Int and Float initialization

Hi,
I have found a small and maybe stupid detail about Haxe, more precisely a difference between Haxe and AS3, and it could be an interesting argument.
In AS3 there is a difference between default initialization of ints and Numbers: if you declare

xxx: int;
yyy: Number;

and then do

xxx++;
yyy++;
trace("xxx = " + xxx);
trace("yyy = " + yyy);

you will see

"xxx = 1"
"yyy = NaN"

because the default int value is set to 0.
If you repeat the same thing in Haxe you will have

xxx: Int;
yyy: Float;
xxx++;
yyy++;
trace("xxx = " + xxx);
trace("yyy = " + yyy);

and obtain

"xxx = NaN"
"yyy = NaN"

because Int default value is not set to 0. This is more coherent than in AS3.

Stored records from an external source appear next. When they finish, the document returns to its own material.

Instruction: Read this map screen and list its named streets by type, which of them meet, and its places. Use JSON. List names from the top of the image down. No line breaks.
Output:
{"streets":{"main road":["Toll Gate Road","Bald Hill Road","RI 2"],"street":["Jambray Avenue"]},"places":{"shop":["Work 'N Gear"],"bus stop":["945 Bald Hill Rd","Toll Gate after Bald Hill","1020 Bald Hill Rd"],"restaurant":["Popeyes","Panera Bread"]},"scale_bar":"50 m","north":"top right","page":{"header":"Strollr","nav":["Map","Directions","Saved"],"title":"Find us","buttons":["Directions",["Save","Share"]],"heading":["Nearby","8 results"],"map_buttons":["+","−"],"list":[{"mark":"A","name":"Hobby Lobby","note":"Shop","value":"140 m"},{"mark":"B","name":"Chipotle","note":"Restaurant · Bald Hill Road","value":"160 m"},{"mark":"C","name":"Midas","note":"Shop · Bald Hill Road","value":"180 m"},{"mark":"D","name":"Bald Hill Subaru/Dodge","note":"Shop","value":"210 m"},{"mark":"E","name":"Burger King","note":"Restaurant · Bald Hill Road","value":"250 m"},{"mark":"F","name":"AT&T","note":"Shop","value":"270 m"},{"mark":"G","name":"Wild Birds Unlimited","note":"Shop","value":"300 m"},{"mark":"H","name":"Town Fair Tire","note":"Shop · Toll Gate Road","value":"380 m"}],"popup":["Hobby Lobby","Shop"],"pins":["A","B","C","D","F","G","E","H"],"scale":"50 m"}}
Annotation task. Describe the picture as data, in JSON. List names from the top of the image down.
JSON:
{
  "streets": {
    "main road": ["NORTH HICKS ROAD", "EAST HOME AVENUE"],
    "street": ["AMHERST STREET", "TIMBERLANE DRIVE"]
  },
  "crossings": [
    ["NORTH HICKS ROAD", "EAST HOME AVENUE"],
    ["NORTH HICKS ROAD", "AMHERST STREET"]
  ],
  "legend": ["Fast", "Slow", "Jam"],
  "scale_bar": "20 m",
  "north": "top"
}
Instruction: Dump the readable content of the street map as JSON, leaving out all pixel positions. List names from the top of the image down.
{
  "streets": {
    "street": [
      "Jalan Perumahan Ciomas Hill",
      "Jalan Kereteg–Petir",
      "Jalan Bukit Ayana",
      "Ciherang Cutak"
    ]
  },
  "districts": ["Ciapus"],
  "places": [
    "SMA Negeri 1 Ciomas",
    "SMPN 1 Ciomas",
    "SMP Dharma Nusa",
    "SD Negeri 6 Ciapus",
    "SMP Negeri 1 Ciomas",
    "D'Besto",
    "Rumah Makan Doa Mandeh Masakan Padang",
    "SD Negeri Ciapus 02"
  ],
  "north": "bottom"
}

Now I am asking you a personal thought: do you think it is better having default values set to 0 (for both Int/int and Float/Number etc) or you prefer to always have to specify a value, even if it is the “obvious” 0?
Personally I don’t know, the manual initialization is more… clear, explicit, but default values are in some way more natural.

What do you think?

What target did you use to test in haxe? flash?

Neko initialize at null so any operation like ++, += 1 … crash
and I think cpp init them both at 0.

Manual initialization of numeric variables - it is absolutely necessary thing, especially for neko and js targets.

NaN isn’t a possible value for an integer.

Actually, it’s just like Flash.

Each language uses different default values. Flash uses NaN and 0, Neko uses null, Javascript uses undefined, C uses nasal demons, and so on.

It’s good that Haxe prevents the “nasal demon” scenario, because otherwise the error might go undetected until release. However, that isn’t necessary on the other targets, which all have reliable default values. And it would be a bit of a waste:

//First Javascript initializes this to undefined.
//Then Haxe sets it to 0.
private var myInt:Int;

public function new() {
    //Then the class sets it to 5.
    myInt = 5;
}

@player_03: sorry,

xxx = undefined

not

xxx = NaN

Targeting HTML5 I obtain undefined, targeting Flash I obtain 0.